The key word in my definition of depositum irregulare is "contract". You don't mention a legally binding contract between you and your friend; an oral contract doesn't qualify because in the event of a breach, it's difficult to enforce the agreement. Legally, there isn't any proof of an oral agreement, and emotionally, taking your friend to court might cost you your friendship. I'm not a lawyer, but I would guess that the absence of a contract implies that even though in the eyes of you and your friend, you're giving him the money for "safekeeping," in the eyes of the law, you're simply giving it to him. In the US, you would owe gift taxes on these funds if they're higher than a certain amount.

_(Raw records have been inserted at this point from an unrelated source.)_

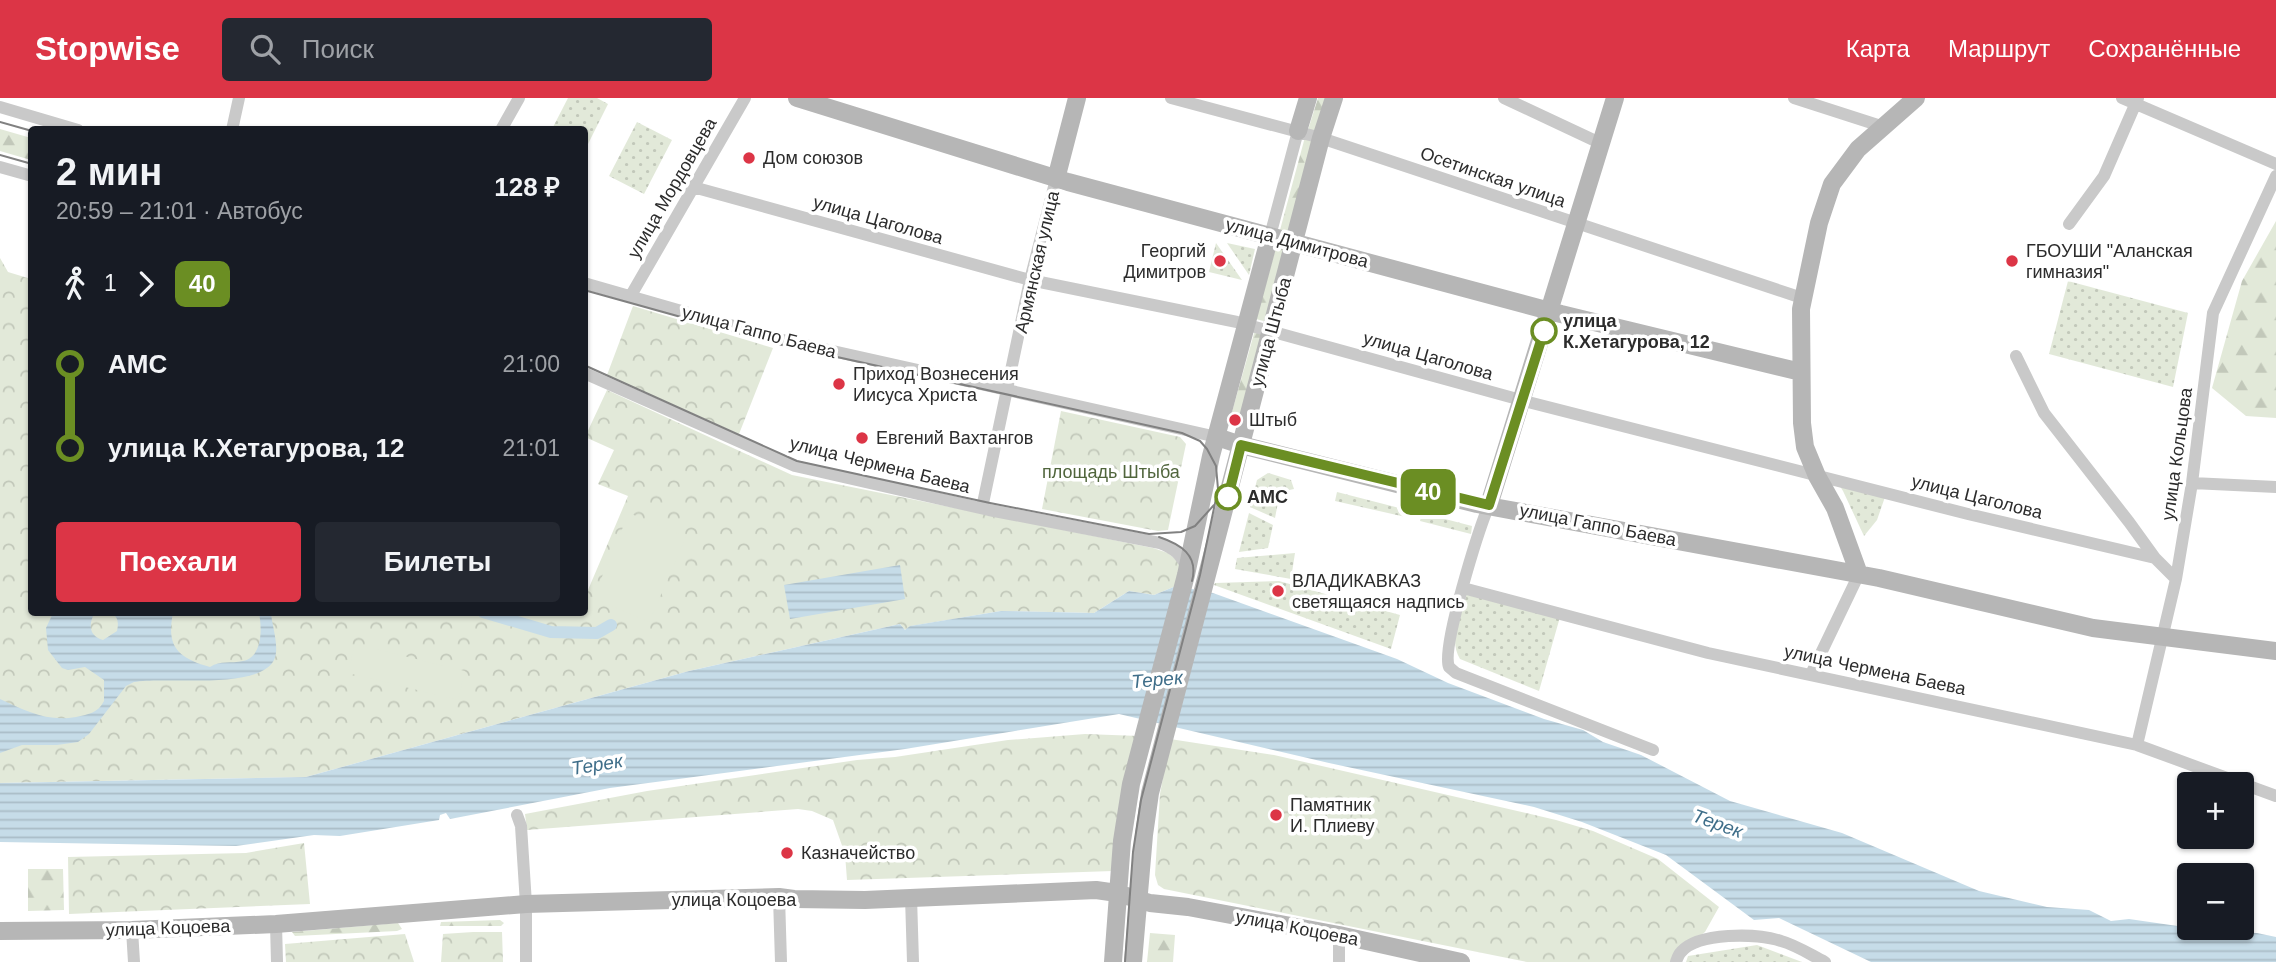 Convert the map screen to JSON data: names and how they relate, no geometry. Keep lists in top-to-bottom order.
{
  "streets": {
    "main road": [
      "улица Димитрова",
      "Армянская улица",
      "улица Гаппо Баева",
      "улица Штыба",
      "улица Коцоева"
    ],
    "street": [
      "Осетинская улица",
      "улица Мордовцева",
      "улица Цаголова",
      "улица Кольцова",
      "улица Чермена Баева"
    ]
  },
  "crossings": [
    ["Осетинская улица", "улица Штыба"],
    ["улица Мордовцева", "улица Цаголова"],
    ["улица Мордовцева", "улица Гаппо Баева"],
    ["улица Цаголова", "Армянская улица"],
    ["улица Цаголова", "улица Штыба"],
    ["улица Димитрова", "Армянская улица"],
    ["улица Димитрова", "улица Штыба"],
    ["Армянская улица", "улица Гаппо Баева"],
    ["Армянская улица", "улица Чермена Баева"],
    ["улица Гаппо Баева", "улица Штыба"],
    ["улица Гаппо Баева", "улица Кольцова"],
    ["улица Штыба", "улица Чермена Баева"],
    ["улица Штыба", "улица Коцоева"],
    ["улица Кольцова", "улица Чермена Баева"]
  ],
  "water": ["Терек"],
  "parks": ["площадь Штыба"],
  "places": [
    "Дом союзов",
    "Георгий Димитров",
    "ГБОУШИ \"Аланская гимназия\"",
    "улица К.Хетагурова, 12",
    "Приход Вознесения Иисуса Христа",
    "Штыб",
    "Евгений Вахтангов",
    "АМС",
    "ВЛАДИКАВКАЗ светящаяся надпись",
    "Памятник И. Плиеву",
    "Казначейство"
  ],
  "lines": ["bus line 40"],
  "page": {
    "header": "Stopwise",
    "search": "Поиск",
    "nav": ["Карта", "Маршрут", "Сохранённые"],
    "on_map": "40",
    "heading": ["2 мин", "20:59 – 21:01 · Автобус", "128 ₽"],
    "legs": ["1", "40"],
    "list": [
      {
        "name": "АМС",
        "value": "21:00"
      },
      {
        "name": "улица К.Хетагурова, 12",
        "value": "21:01"
      }
    ],
    "buttons": ["Поехали", "Билеты"],
    "map_buttons": ["+", "−"]
  }
} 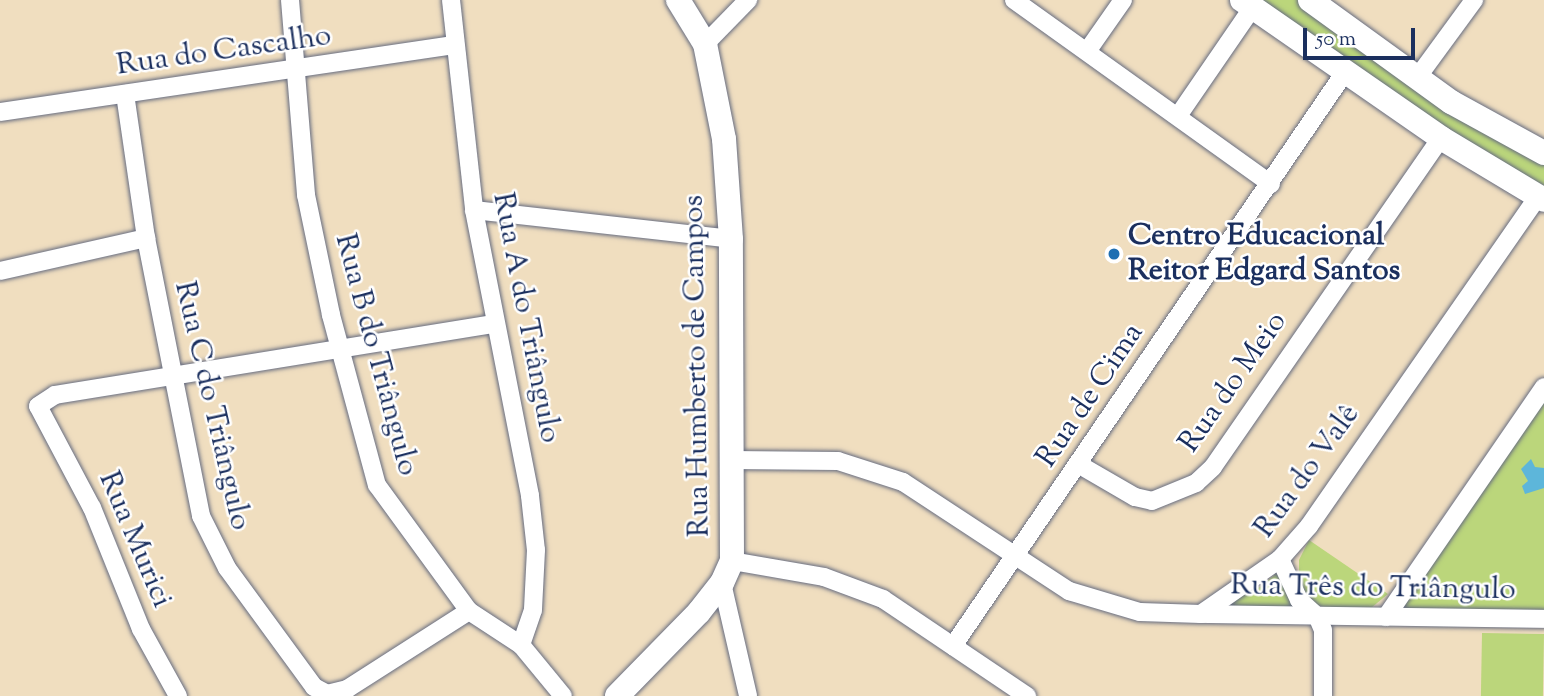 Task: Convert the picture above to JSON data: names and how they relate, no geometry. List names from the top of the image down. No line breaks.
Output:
{"streets":{"street":["Rua do Cascalho","Rua A do Triângulo","Rua B do Triângulo","Rua Humberto de Campos","Rua do Meio","Rua de Cima","Rua C do Triângulo","Rua do Valê","Rua Murici","Rua Três do Triângulo"]},"crossings":[["Rua do Cascalho","Rua A do Triângulo"],["Rua do Cascalho","Rua B do Triângulo"],["Rua do Cascalho","Rua C do Triângulo"],["Rua A do Triângulo","Rua B do Triângulo"],["Rua B do Triângulo","Rua C do Triângulo"],["Rua do Meio","Rua de Cima"],["Rua C do Triângulo","Rua Murici"],["Rua do Valê","Rua Três do Triângulo"]],"places":["Centro Educacional Reitor Edgard Santos"],"scale_bar":"50 m"} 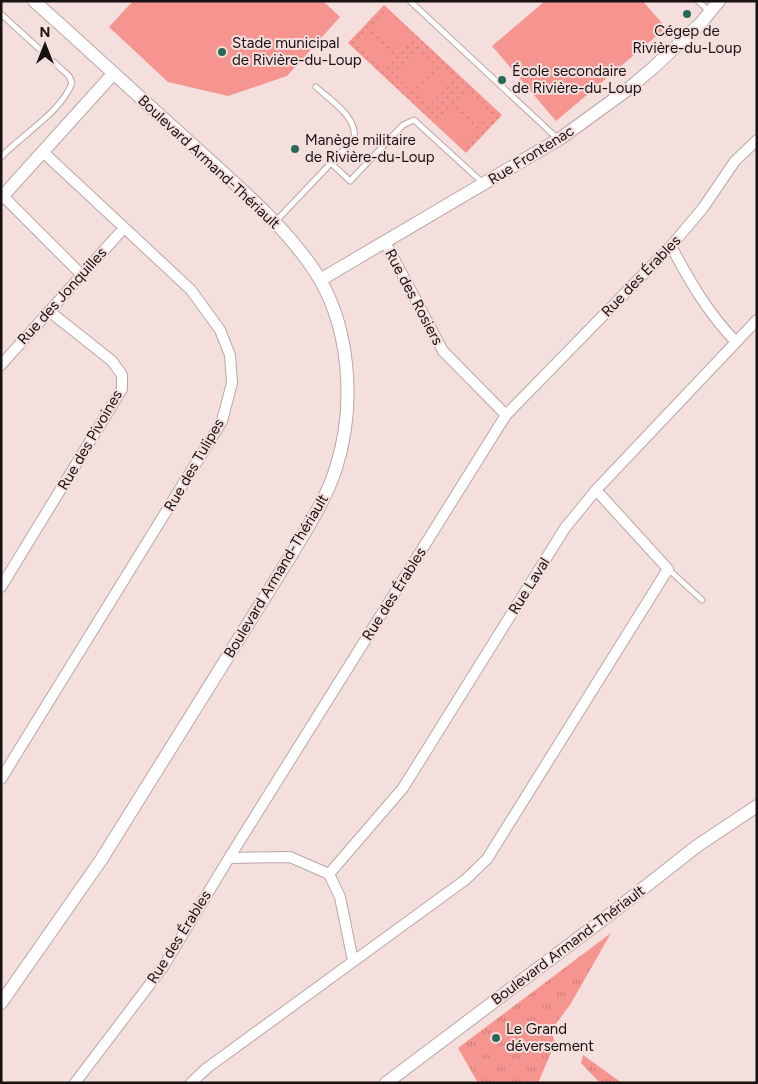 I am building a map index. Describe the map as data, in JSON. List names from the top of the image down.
{
  "streets": {
    "street": [
      "Rue Frontenac",
      "Boulevard Armand-Thériault",
      "Rue des Érables",
      "Rue des Jonquilles",
      "Rue des Rosiers",
      "Rue des Pivoines",
      "Rue des Tulipes",
      "Rue Laval"
    ]
  },
  "crossings": [
    ["Rue Frontenac", "Boulevard Armand-Thériault"],
    ["Rue Frontenac", "Rue des Rosiers"],
    ["Rue des Érables", "Rue des Rosiers"],
    ["Rue des Jonquilles", "Rue des Pivoines"],
    ["Rue des Jonquilles", "Rue des Tulipes"]
  ],
  "places": [
    "Cégep de Rivière-du-Loup",
    "Stade municipal de Rivière-du-Loup",
    "École secondaire de Rivière-du-Loup",
    "Manège militaire de Rivière-du-Loup",
    "Le Grand déversement"
  ],
  "north": "top"
}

In other words, this isn't really a deposit. It's not like a security deposit, in which the money may be held as collateral in exchange for a service, e.g. not trashing your apartment, or a financial deposit, where the money is held in a regulated financial institution like a bank. This isn't a solution to the problem of keeping your money safe because the lack of a contract means you incur additional risk in the form of legal risk that isn't present in the context of actual deposits.

Also, if you don't have an account in the right currency, but your friend does, how are you planning for him to store the money anyway? If you convert your money into his currency, you take on exchange rate risk (unless you hedge, which is another complication). If you don't convert it and simply leave it in his safe, house, car boot, etc. you're still taking on risk because the funds aren't insured in the event of loss.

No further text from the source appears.